Last March and April, I traveled to Spitsberen to do some glaciology, which involved blowing up bits of glacier, driving around on the skidoos and seeing the polar bears. We had some cold temperatures (-33°C) and got a couple of sessions to go climbing. We did Mount Aspelin via a snow plod up the east ridge and down the northeast ridge, which was straightforward, though it was good to get out at midnight on April 11 after a days’ work. It was a bit of a problem mountaineering with a rifle over one shoulder. Mount Aspelin is the highest point in the south of the island, so it gave some good views. Everything is still snow-covered this time of the year, which offered good skidooing and travel on the sea ice.

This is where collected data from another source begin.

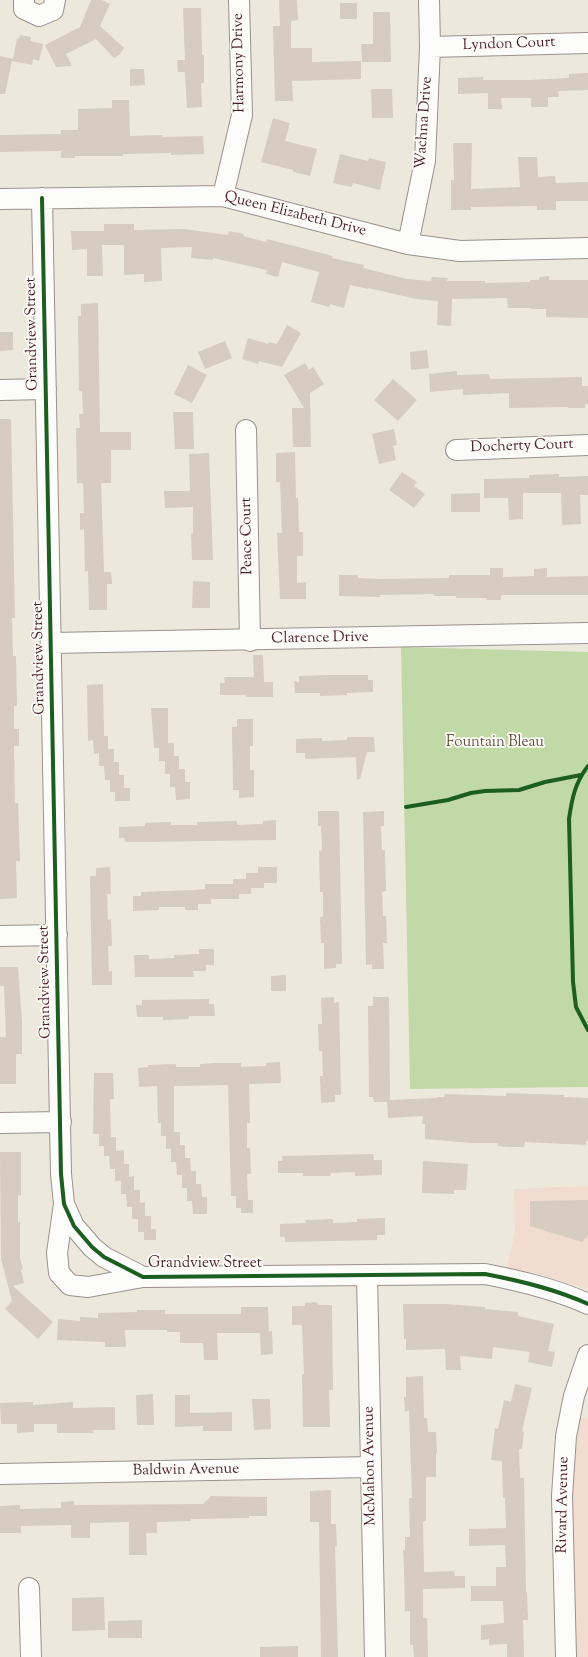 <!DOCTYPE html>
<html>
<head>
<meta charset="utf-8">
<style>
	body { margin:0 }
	canvas { display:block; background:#ede8dc }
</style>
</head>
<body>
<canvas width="588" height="1657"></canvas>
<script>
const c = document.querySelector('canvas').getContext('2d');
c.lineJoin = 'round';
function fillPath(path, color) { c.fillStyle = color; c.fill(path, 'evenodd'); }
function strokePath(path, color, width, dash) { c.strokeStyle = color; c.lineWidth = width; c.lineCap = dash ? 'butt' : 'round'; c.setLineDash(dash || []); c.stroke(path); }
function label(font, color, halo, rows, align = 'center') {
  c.font = font + ' "Sorts Mill Goudy",serif'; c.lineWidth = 3.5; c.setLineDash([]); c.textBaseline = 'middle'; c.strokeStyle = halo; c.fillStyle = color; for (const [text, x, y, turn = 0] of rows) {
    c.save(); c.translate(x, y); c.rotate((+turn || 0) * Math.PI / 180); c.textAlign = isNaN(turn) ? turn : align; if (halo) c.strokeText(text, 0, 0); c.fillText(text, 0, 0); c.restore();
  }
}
fillPath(new Path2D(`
	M588 1186V1289L536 1273 507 1268 515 1232 514 1189Z
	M580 1416 588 1419V1657H575L570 1519 572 1477Z`), '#f2dccf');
fillPath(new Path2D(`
	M401 647 588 652V1087L410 1089Z`), '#c1d9a7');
fillPath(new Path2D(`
	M91 0H102L110 4 100 26 124 48 120 54 114 58 96 39 66 54 72 66 56 67 45 45 80 27Z
	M279 0H297L298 20 291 21V48H312V62L361 61V79L292 81 293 101H275L273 26H280Z
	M340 3H357V19H340Z
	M183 8H201L202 55H204V83H201L202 107 187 108 185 72H178L177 60H185Z
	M373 12H390L391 62H362L361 44H373Z
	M20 35 31 37 30 41 43 44 39 61 33 59 32 65 12 61 5 94H0V56L13 59 17 38 19 39Z
	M130 69H144L145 85 130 86Z
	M588 73V90L558 91 559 97H548V107H531V98H501L502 109H488V93L458 94V78L483 77V80H530L569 78V74Z
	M371 89H392L393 118H372Z
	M112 100H129L130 136 163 135V137L203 136 204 154 171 155V153L123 154V156H75V158H61V151L0 152V135L61 134V130H78V109L112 108Z
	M273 118 290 123 285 141 317 149 310 176 293 172V170L261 162Z
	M453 143H472L471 189 520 187 518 157H537L538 177 555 176 556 183 588 182V201H556V210H537V206L471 207V210H451V180H454Z
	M340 154 368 161 369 158 386 162 380 190 353 183 352 187 333 183Z
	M104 224H134V230L184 229 228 235 229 231 244 234 243 236 266 242 267 239 333 256 332 258 364 265 363 268 407 279 431 281 432 277 448 278 447 281H485V283L530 282V280H539V277L549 276V280H588V318L546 317V309H530V308H508L507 298 452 299 451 326 437 325 438 301 416 299 368 288V289L350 285 344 308 330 304 329 307 311 302 319 272 282 262 278 277 266 274 267 270 213 258V260L191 258 192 247 161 248 162 281 144 282V274L124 275V245H102L103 276H87V249L72 250 71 231H104Z
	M98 303 100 432H131V450H111V483H101L104 572H111L112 584H107V610H89L88 571H85L84 529 80 530V513H84L83 483H77L76 428H80L79 414H83L82 391H79L78 316H81V304Z
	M287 325 301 333 282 367 259 361 258 364 242 359 248 338 268 344 269 342 277 344Z
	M0 332H13V350L0 351Z
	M225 341 232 358 205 369 198 352Z
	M427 350 429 368 411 370 410 352Z
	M305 363 309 370 313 367 324 384 310 393 311 447H293L292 408H304L284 375Z
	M188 365 207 375 192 403 174 394Z
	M457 371V375L489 374 490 379 582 377V386H588V404H585V408H568V407L509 408V393L463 395V389L430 392 429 374Z
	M393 379 417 400 398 421 374 400Z
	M173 412H193L194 449H175Z
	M0 419H11L15 618H12L13 656H16L17 706H14V729H19V746H14L15 803H18L20 861H16L17 898 0 899Z
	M394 429 397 445 393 446 396 460 379 464 372 434Z
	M295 452 296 498H298L299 532H303V556H297V583L306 582V599H280L277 533H282L280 482H276V453Z
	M209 453 213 560H192L191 533H193V507L165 508 164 491H190L189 454Z
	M402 472 417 482 414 486 425 494 414 508 389 490Z
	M559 474V477L588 476V495H580L581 524 562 525 561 493H523V519L509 520 508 498H484V479L529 478V475Z
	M480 493V512H451V494Z
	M490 568H503V577L534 576V569L547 568V577L588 576V595H501V600H487L486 598H456V596H434V594L380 595V597L339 596V575H358V578L381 579 449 578V575H490Z
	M193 581 210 582V608H192Z
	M253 655H263L264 682H273V697H246V695H220V683H225L224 677H254Z
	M328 675H368V680H373V692L347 693V695L320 696V693H295L294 681 299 682V676Z
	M103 684 104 736H108V749H114V762H119V775H124V788H130V801H115V792H110V780H105L104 766H99V753L94 754 93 740 88 741 87 685Z
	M151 708H168V743H174V756H179V769H185V782H190V799L176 800 175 787H170V774H165V761H159V748H154Z
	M237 719H253V746H250V770H254V797L239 798V790H233L232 727H237Z
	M347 737H374L375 752H367L360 779H357L356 757 305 759V753H296V739L322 738V741L347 740Z
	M318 811H339L342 964H336V968L324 969V943H321L320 917H323V892H320L319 851 322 850 321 826H318Z
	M384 811V826H381L382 850H385L386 891 382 892 383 916H386L387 943H383L384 969H372V964L366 965 363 812Z
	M276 820V840L143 842H126L124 838H119V827L145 826V823L171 822V825H197V822L237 821V825L263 824V821Z
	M110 867 111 894H107L108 920 111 919 112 946H108L109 971H112V985H92L90 876H96V868Z
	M258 867H277V883H264V888H251V894H239V899H211V904H198V910H185V907H159V910L133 911V896H141V892L193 890 205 889V884H233V879H246V873H258Z
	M199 949H214V965H206V971H193L194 977H135L134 955H149V959L174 958V955L199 954Z
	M0 967H18L22 1022V1054H16V1084H0V1037H6L4 986H0Z
	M286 975V991H271V976Z
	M334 997V1003L339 1002 341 1095H335V1102L321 1103 320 1076H323L322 1051H319L318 1024H322L321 998Z
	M373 997H389L390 1100 437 1098V1097H444L445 1094 506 1096V1093L564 1095V1097L588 1098V1141H586V1145L525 1142 524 1147H508L498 1146V1143H471L425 1139V1124H422L423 1116 388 1118 387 1102H374L373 1097H369L368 1006H373Z
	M209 999V1004H214L215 1016H189V1019L163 1020V1017H137L136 1005H142V1000Z
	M280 1062 281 1083 249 1084 250 1123H247V1148H250L251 1174H247L248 1200H253V1213H241V1208H236V1196H231L228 1085 174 1086V1132H180V1145H185V1158H190L191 1171H196V1184H201L202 1197H207V1214H193L192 1201H187V1188H182V1175H177L176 1162H171V1149H166V1136H161V1123H158L157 1086 139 1087 138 1068 148 1067V1065L176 1064V1067H200V1064L215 1063H241V1067L266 1066V1063Z
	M94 1073H113L114 1099H110L111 1137H116V1151L124 1150V1164H129V1177L134 1176V1190H140V1203L145 1202V1216H151V1229H156V1240H144V1232H138V1219H132V1207H127L126 1194H121V1181H115V1169H110L109 1156H104V1146H99V1134H93Z
	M0 1152H21V1195L18 1196V1222H20V1258L23 1269 21 1270 24 1283 13 1286 53 1322 38 1339 5 1309 12 1301 1 1259Z
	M373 1154 374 1160H382V1175L355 1176V1172L330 1173 331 1176H303V1173H278V1161H283L282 1156Z
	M423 1161 468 1164 466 1190H454V1194L422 1193Z
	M588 1200V1235L582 1242 530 1226V1201Z
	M385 1218V1235H377V1240L285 1242V1237H280V1224L306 1223 305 1220 333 1219V1223L357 1222V1219Z
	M317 1302 318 1305H332L333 1390H329L330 1427H303L302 1374H304L302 1325H292V1306H305V1303Z
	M403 1304H446L485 1307V1309L518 1312V1316L554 1324 548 1351 555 1352 552 1367 528 1362 530 1352 493 1347 492 1359 460 1356 461 1370H446L445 1349 406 1350V1339H404Z
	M241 1307H268L269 1331H272L273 1354 261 1355 260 1333H217L218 1360H204L203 1343H180V1332H167V1330H125L126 1347H105V1342L57 1340 58 1319 80 1321V1317L98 1318V1313L137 1312V1310H165V1314H241Z
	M423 1376 424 1418H427L428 1432H436L437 1453H436V1477H426V1521L423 1522 424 1572 454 1571 455 1576H465V1588L423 1589V1618H427L428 1657H414L413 1645H410V1611H405L404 1571 403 1550H405V1537H410L409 1498H412L409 1411H405L404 1397H406V1377Z
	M515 1384 532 1388 522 1431 524 1432 522 1449H519L520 1478H524L526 1592H527L528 1620H523L524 1657H507V1644L489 1645V1639L481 1640V1625L504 1623 503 1601H471V1586H496V1567H506L505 1545 469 1546V1529L506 1528 505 1498H503L502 1461 491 1460 495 1428 498 1429 504 1400 511 1402Z
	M153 1394 154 1425H137L136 1395Z
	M175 1395H190V1413L232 1412V1431H203V1426L175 1427Z
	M252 1399H270L271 1429 254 1430Z
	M33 1402V1405L73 1402V1408L115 1407V1430H93L94 1433H57V1424H34V1432L17 1433V1424H1L0 1403Z
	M331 1490V1524H336L337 1547H335L338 1657H321L319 1522H310V1491Z
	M211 1496 267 1497V1516H249V1518L191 1519V1521L157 1522V1533H146L147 1555H129V1522L90 1523V1538H71V1525L21 1526V1533H0V1506L20 1505V1509L61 1508V1502L74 1501V1505L203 1504Z
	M104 1597 105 1630 72 1631V1598Z
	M142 1620V1638H108V1621Z
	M298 1646V1657H260V1647Z`), '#d6ccbf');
const minor = new Path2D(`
	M24 0V9L39 16 53 10 55 0
	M430 47 588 43
	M223 196 242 115 239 0
	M42 198 61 1174 64 1204 74 1226 92 1247 104 1257 143 1277 485 1274C521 1281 555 1289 588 1304
	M0 199 223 196 408 244 460 251 588 248
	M408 244 425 161 430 47 429 0
	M0 390 46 389
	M246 430 250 641
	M456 450 588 445
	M51 643 588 633
	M0 936 57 935
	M0 1123 61 1122
	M64 1204 57 1253 59 1273 70 1285 88 1287 143 1277
	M367 1275 375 1657
	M0 1474 371 1467
	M29 1588 31 1657
	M566 1657 562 1496 566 1436 574 1396 588 1355`);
strokePath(minor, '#9a918d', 22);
strokePath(minor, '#fcfcfa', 20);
strokePath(new Path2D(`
	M42 198 61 1174 64 1204 74 1226 92 1247 104 1257 143 1277 485 1274C521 1281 555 1289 588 1304
	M588 766C575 783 572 798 569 819L573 982 576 1007 588 1030
	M406 807 448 800 471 793 485 791 519 790 545 782 581 775`), '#1b5e20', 4);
label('15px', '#4a1f2b', '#fdfcf7', [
	["Lyndon Court",509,45,-2],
	["Harmony Drive",240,63,-91],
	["Wachna Drive",425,123,-86],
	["Queen Elizabeth Drive",295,215,14],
	["Grandview Street",33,334,-91],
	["Docherty Court",522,447,-2],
	["Peace Court",248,536,-91],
	["Clarence Drive",320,639,-1],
	["Grandview Street",40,658,-91],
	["Grandview Street",46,982,-91],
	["Grandview Street",205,1264],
	["McMahon Avenue",371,1466,-91],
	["Baldwin Avenue",186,1471,-1],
	["Rivard Avenue",564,1505,-89]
]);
label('15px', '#635343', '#fdfcf7', [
	["Fountain Bleau",495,743]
]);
</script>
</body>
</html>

On April 19, we had finished all the science, so Andy Smith and I did a brilliant ten-kilometer ridge on the north side of the Ragna Mariebreen Glacier. The traverse included four peaks: Framnuten (817m), Tverregga (925m), Gimlingen (975m), and Thoretinden (1081m). Climbing (up to IV) was necessary to get up or off all of the peaks, and Gimlingen was particularly difficult and dangerous with a narrow ridge as the summit (which I stood astride). I think it was the first ascent of most of the peaks; it certainly was for Gimlingen. I’ve since heard that Thoretinden was ascended up snow slopes from the north about 12 years ago around Easter time. We then descended to a col at the end of the ridge and skied 15 kilometers back to the camp. The rock was appallingly loose and some of the ridge was thin, but it was one of the best days I had had in the mountains for years and the ski back really ended it well.